Task to carry out: Take the records below from their first line through the line holding "position:absolute; left:766px; top:24px;", and set each of those lines down exactly, without pictures.

Listed records:
◆ ◆ ◆

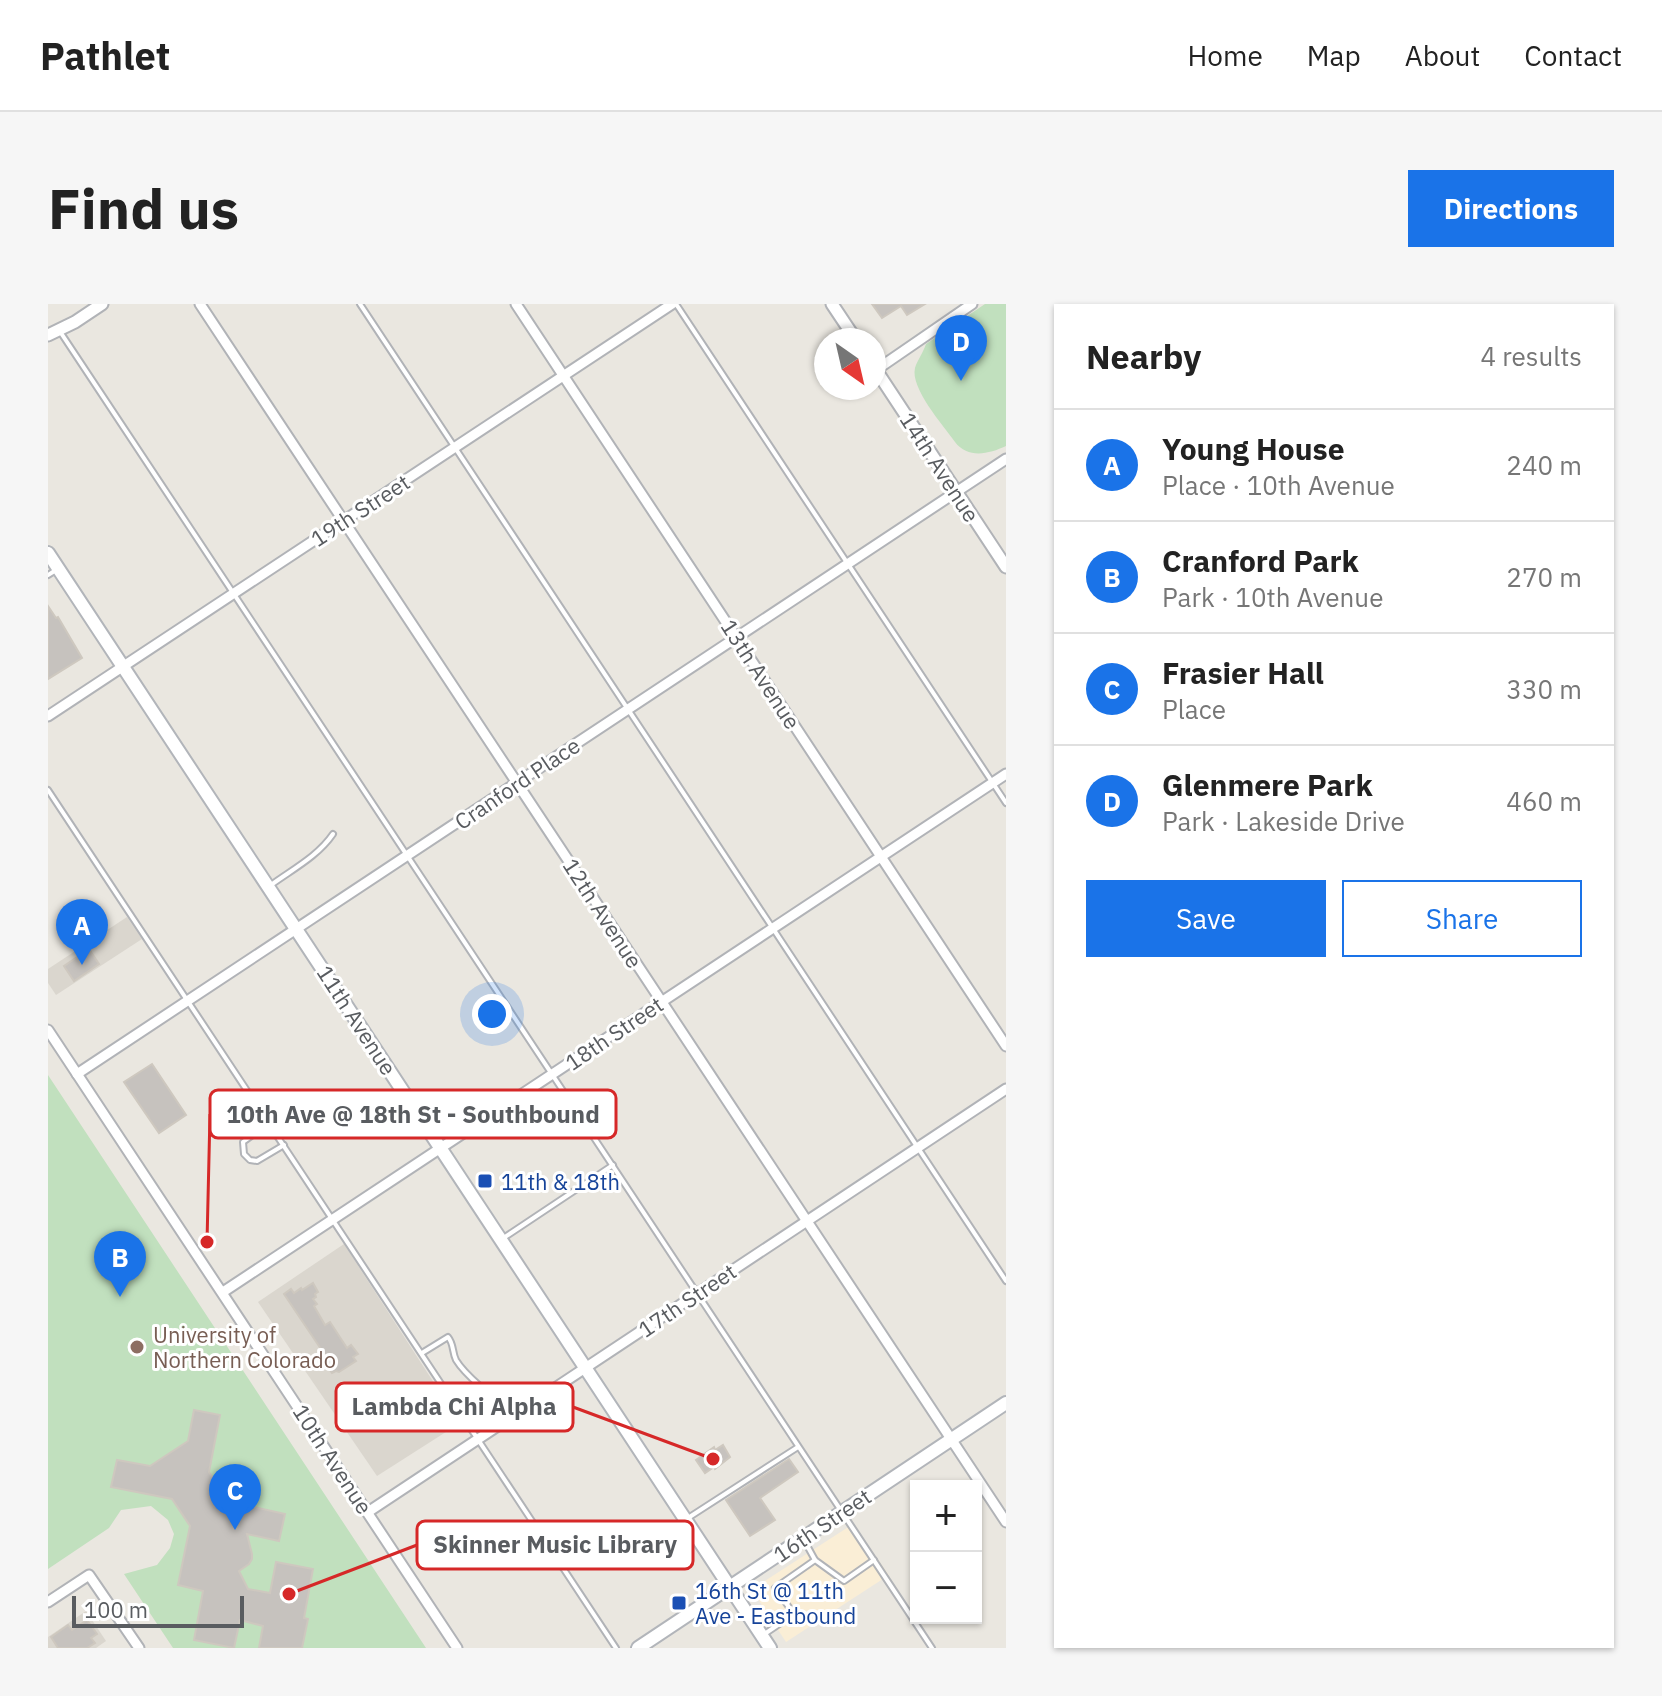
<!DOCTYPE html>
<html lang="en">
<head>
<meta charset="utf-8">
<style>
	body { margin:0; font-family:"IBM Plex Sans",sans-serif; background:#f6f6f6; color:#222 }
	.controls { position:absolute; right:24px; bottom:24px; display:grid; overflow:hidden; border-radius:0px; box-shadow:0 2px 6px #0004 }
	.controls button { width:72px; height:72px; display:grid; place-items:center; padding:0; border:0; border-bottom:2px solid #e0e0e0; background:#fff; color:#222; font:40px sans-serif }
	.compass { position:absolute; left:766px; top:24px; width:72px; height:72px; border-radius:50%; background:#fff; box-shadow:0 2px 6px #0004; rotate:146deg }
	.scale { position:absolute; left:24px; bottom:20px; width:172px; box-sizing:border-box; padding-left:8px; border:4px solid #595c60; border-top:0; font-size:22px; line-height:28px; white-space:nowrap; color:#595c60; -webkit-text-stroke:6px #fff; paint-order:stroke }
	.you { position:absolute; left:444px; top:710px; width:28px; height:28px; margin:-20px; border:6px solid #fff; border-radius:50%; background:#1a73e8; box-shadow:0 0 0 12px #1a73e833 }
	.badge { display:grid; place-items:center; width:52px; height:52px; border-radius:50%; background:#1a73e8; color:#fff; font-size:26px; font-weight:700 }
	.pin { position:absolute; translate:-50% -66px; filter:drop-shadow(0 2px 4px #0008) }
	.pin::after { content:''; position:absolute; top:42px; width:28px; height:24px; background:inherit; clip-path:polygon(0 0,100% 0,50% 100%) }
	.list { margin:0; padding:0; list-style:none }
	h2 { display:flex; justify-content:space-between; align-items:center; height:104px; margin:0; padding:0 32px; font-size:34px }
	h2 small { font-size:26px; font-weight:400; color:#767676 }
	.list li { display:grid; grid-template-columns:52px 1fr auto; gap:24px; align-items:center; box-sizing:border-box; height:112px; padding:0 32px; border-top:2px solid #e0e0e0 }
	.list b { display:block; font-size:30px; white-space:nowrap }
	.list p { margin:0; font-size:26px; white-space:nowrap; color:#767676 }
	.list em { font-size:26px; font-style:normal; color:#767676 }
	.actions { display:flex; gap:16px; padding:24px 32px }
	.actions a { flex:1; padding:18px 0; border:2px solid #1a73e8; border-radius:0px; text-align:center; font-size:28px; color:#1a73e8 }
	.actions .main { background:#1a73e8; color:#fff }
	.map { position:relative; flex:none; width:958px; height:1344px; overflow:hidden; border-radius:0px }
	header { display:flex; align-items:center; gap:48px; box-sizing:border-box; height:112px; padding:0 40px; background:#fff; border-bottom:2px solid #e0e0e0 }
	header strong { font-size:38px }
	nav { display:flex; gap:44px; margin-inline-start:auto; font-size:28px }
	.intro { display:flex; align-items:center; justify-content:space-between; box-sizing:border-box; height:192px; padding:0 48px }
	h1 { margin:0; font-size:56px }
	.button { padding:20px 36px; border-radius:0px; background:#1a73e8; color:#fff; font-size:28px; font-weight:700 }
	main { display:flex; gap:48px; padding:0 48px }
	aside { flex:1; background:#fff; border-radius:0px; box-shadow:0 2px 6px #0004 }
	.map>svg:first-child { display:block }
	.commercial { fill:#faeed6 }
	.education { fill:#dad6ce }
	.green { fill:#c1e0be }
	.building { fill:#c6c2be; stroke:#cec8bf; stroke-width:2 }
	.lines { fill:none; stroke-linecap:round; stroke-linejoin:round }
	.service-casing { stroke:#b1b3b7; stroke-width:8 }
	.minor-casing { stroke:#b1b3b7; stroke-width:13 }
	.tertiary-casing { stroke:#b1b3b7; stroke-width:15 }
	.secondary-casing { stroke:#b2b5ba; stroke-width:16 }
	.service { stroke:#fff; stroke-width:4 }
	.minor { stroke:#fff; stroke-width:9 }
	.tertiary { stroke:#fff; stroke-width:11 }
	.secondary { stroke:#fff; stroke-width:12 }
	.transit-dot { fill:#1a4fb4; stroke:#fff; stroke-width:3 }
	.education-dot { fill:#8d6e63; stroke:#fff; stroke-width:3 }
	.labels { text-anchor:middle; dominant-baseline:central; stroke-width:6; stroke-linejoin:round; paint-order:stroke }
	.street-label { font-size:22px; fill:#595c60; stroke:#fff }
	.transit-label { font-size:22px; fill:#164399; stroke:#fff; text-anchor:start }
	.education-label { font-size:22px; fill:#785e54; stroke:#fff; text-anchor:start }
	.leader { fill:none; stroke:#d62828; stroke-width:3 }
	.callout-dot { fill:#d62828; stroke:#fff; stroke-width:3 }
	.callout { fill:#fff; stroke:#d62828; stroke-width:3 }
	.callout-label { font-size:24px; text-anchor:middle; font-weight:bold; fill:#595c60 }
</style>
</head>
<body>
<header>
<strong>Pathlet</strong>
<nav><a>Home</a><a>Map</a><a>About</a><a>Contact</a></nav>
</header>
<div class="intro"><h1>Find us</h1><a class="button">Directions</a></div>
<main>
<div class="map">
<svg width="958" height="1344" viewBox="0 0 958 1344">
	<rect width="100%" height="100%" fill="#eae7e0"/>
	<!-- commercial -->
	<polygon class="commercial" points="805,1220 841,1271 738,1338 708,1292 707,1287 709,1282"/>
	<!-- education -->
	<g class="education">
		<polygon points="79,613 94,635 8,691 0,679 0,665"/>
		<polygon points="296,940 412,1119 329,1172 210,998"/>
		<polygon points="38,1307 58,1337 48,1344 0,1344 0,1333"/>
	</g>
	<!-- green -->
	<g class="green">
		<path d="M937,0H958V142C941,150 920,155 907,138C895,121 862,84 867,64C869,57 875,49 878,40Z"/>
		<polygon points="0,771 378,1344 125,1344 76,1270 109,1261 122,1244 126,1230 120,1216 103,1202 73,1206 61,1224 0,1265"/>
	</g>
	<!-- building -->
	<g class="building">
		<polygon points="824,0 877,0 859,11 853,2 834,14"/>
		<polygon points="0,302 8,314 10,313 34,354 0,375"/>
		<polygon points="41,645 51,660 26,677 16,662"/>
		<polygon points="104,760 138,811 111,829 76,778"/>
		<polygon points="265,979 270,988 267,990 268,993 265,995 269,1000 266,1002 277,1021 282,1018 299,1044 303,1041 310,1050 305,1053 308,1057 291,1068 288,1067 284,1069 274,1055 277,1053 277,1051 236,990 243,985 246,989 253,984 254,986"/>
		<polygon points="146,1106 172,1111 161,1168 180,1197 237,1210 231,1237 199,1230 204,1250 204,1255 201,1260 191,1267 200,1285 222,1289 228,1258 265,1265 256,1314 260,1315 254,1344 211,1344 215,1322 192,1316 186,1344 146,1336 155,1287 130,1281 142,1222 124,1195 63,1183 69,1156 102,1162 140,1137"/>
		<polygon points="675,1141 682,1153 667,1165 666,1163 657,1169 648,1156 666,1143 667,1146"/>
		<polygon points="741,1155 750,1168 712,1194 727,1216 702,1232 678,1196"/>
		<polygon points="39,1316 49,1330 43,1334 47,1339 39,1344 10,1344 3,1333 20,1321 24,1326"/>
	</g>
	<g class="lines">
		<!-- service casing -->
		<g class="service-casing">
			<g id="service">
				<polyline points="312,0 958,977"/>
				<polyline points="628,0 958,499"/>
				<polyline points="13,29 884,1344"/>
				<polyline points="0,271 8,266"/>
				<polyline points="0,486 568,1344"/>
				<path d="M223,581C245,565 270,552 285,530"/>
				<polyline points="221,819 195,838 196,850 202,856 209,857 236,841"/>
				<polyline points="454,935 565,861"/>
				<path d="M374,1049L400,1033C406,1040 404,1048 408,1056C417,1071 432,1081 444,1093C450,1099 454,1106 459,1113"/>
				<polyline points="640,1214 750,1143"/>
				<polyline points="756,1236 767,1256 796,1277 826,1256"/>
				<polyline points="715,1331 746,1310 727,1284 767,1256"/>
			</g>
		</g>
		<!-- minor casing -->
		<g class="minor-casing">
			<g id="minor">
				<polyline points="152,0 958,1218"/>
				<polyline points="468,0 958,742"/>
				<polyline points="828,66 924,0"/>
				<polyline points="0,412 624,0"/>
				<polyline points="0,726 409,1344"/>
				<polyline points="29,770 958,155"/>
				<polyline points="175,988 958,470"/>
				<polyline points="320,1208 958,785"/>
				<polyline points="0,1298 41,1271 91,1344"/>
			</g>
		</g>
		<!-- tertiary casing -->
		<g class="tertiary-casing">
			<g id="tertiary">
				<polyline points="784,0 808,36"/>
				<polyline points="0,31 27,18 54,0"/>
				<polyline points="826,63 958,263"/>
			</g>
		</g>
		<!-- secondary casing -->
		<g class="secondary-casing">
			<g id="secondary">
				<polyline points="0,249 722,1344"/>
				<polyline points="590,1344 958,1099"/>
			</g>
		</g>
		<!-- service -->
		<use href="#service" class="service"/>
		<!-- minor -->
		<use href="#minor" class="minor"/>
		<!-- tertiary -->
		<use href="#tertiary" class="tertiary"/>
		<!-- secondary -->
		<use href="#secondary" class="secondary"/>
	</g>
	<!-- markers -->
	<g class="transit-dot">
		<rect x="429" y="869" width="16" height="16" rx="4"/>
		<rect x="623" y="1291" width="16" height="16" rx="4"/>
	</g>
	<circle class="education-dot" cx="89" cy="1043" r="8"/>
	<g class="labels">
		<!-- street labels -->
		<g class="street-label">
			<text transform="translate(892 163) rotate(57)">14th Avenue</text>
			<text transform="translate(312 206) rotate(-33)">19th Street</text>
			<text transform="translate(713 370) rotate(57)">13th Avenue</text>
			<text transform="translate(469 479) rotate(-34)">Cranford Place</text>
			<text transform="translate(555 609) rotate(57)">12th Avenue</text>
			<text transform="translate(309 716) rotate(57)">11th Avenue</text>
			<text transform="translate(566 729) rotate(-34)">18th Street</text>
			<text transform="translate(639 996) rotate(-34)">17th Street</text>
			<text transform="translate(285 1155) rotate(57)">10th Avenue</text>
			<text transform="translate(774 1221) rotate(-34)">16th Street</text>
		</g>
		<!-- transit labels -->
		<g class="transit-label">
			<text x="453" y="877">11th &amp; 18th</text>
			<text x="647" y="1286">16th St @ 11th<tspan x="647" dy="25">Ave - Eastbound</tspan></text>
		</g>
		<!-- education labels -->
		<g class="education-label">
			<text x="105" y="1030">University of<tspan x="105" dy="25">Northern Colorado</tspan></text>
		</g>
	</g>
	<!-- callouts -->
	<path class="leader" d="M159 938L162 810M665 1155L525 1103M241 1290L369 1241"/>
	<g class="callout-dot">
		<circle cx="159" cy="938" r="8"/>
		<circle cx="665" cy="1155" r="8"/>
		<circle cx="241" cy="1290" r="8"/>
	</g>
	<g class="callout">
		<rect x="162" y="786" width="406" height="48" rx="8"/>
		<rect x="288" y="1079" width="237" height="48" rx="8"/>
		<rect x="369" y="1217" width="276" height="48" rx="8"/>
	</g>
	<g class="callout-label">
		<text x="365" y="819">10th Ave @ 18th St - Southbound</text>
		<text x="406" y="1111">Lambda Chi Alpha</text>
		<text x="507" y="1249">Skinner Music Library</text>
	</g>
</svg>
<div class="controls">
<button>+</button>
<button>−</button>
</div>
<svg class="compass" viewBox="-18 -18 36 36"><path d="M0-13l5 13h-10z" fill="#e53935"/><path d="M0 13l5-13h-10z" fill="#767676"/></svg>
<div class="scale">100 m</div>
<div class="you"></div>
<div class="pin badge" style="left:34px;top:661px">A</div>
<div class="pin badge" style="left:72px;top:993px">B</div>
<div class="pin badge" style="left:187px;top:1226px">C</div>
<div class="pin badge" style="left:913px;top:77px">D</div>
</div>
<aside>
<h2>Nearby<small>4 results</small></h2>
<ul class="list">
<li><span class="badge">A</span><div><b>Young House</b><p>Place · 10th Avenue</p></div><em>240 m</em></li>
<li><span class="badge">B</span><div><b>Cranford Park</b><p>Park · 10th Avenue</p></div><em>270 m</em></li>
<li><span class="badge">C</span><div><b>Frasier Hall</b><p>Place</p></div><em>330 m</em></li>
<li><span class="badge">D</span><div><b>Glenmere Park</b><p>Park · Lakeside Drive</p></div><em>460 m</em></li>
</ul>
<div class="actions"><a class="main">Save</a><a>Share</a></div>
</aside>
</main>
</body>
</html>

◆ ◆ ◆

Written solution:
<!DOCTYPE html>
<html lang="en">
<head>
<meta charset="utf-8">
<style>
	body { margin:0; font-family:"IBM Plex Sans",sans-serif; background:#f6f6f6; color:#222 }
	.controls { position:absolute; right:24px; bottom:24px; display:grid; overflow:hidden; border-radius:0px; box-shadow:0 2px 6px #0004 }
	.controls button { width:72px; height:72px; display:grid; place-items:center; padding:0; border:0; border-bottom:2px solid #e0e0e0; background:#fff; color:#222; font:40px sans-serif }
	.compass { position:absolute; left:766px; top:24px; width:72px; height:72px; border-radius:50%; background:#fff; box-shadow:0 2px 6px #0004; rotate:146deg }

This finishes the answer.